- Requirement -
Every line of the records that holds the word "GmbH" should be copied.

Stored data
-*-
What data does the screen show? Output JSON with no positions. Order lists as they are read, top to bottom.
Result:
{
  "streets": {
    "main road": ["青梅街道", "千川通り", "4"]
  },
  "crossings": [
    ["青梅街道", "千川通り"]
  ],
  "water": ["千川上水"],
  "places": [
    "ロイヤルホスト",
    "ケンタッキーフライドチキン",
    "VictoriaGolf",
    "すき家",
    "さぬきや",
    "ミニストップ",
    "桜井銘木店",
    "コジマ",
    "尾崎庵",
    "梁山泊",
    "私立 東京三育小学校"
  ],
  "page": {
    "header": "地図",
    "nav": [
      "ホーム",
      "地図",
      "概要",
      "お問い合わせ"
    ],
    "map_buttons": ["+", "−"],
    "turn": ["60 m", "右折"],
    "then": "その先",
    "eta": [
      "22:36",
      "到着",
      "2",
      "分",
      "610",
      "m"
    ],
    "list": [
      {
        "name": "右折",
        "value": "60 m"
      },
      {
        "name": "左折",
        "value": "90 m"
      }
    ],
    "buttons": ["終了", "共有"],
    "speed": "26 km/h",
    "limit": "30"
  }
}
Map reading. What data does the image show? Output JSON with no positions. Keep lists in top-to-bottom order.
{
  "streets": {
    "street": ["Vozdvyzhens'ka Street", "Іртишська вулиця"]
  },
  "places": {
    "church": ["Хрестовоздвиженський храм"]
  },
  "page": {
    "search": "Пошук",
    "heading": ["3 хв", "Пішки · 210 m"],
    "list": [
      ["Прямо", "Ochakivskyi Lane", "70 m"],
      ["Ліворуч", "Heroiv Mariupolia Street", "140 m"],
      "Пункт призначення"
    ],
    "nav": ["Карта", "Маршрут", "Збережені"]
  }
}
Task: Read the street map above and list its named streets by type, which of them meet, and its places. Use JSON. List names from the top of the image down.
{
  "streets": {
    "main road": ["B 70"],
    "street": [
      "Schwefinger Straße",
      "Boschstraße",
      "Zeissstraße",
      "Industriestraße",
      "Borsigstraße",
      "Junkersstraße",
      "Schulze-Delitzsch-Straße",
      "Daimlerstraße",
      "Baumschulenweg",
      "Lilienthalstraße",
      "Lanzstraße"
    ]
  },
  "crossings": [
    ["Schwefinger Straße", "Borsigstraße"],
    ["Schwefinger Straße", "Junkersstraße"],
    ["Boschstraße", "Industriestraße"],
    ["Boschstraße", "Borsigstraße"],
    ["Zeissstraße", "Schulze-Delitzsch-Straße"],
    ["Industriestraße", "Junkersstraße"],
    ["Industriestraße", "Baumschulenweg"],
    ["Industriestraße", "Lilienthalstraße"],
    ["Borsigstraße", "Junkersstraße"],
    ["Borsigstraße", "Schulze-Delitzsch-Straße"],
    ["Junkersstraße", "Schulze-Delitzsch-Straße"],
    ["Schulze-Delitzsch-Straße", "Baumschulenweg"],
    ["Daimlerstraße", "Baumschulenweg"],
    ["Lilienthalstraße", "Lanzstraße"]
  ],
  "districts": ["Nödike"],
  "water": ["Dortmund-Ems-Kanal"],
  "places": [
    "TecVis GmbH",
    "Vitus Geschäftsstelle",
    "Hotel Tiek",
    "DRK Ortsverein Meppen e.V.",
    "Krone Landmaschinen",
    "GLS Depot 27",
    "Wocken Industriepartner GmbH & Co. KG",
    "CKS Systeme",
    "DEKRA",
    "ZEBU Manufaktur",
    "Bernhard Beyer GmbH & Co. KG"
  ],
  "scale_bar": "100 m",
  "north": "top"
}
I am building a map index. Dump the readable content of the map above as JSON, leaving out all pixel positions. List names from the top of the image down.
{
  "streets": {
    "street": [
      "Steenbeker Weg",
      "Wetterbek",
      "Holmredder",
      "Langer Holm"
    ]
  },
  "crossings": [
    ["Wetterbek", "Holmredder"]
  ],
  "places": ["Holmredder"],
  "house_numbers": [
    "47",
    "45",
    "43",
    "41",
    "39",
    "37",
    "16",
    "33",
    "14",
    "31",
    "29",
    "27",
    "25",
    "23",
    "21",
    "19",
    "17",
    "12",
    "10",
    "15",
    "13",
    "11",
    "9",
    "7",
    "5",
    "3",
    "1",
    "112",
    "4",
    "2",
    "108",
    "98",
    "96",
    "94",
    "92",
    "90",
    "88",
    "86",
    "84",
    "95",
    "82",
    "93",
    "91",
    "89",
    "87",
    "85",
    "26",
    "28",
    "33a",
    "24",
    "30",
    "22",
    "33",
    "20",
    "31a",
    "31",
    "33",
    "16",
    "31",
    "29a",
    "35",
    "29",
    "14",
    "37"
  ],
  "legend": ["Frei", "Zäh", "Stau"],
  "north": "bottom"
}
-*-
- Written solution -
    "TecVis GmbH",
    "Wocken Industriepartner GmbH & Co. KG",
    "Bernhard Beyer GmbH & Co. KG"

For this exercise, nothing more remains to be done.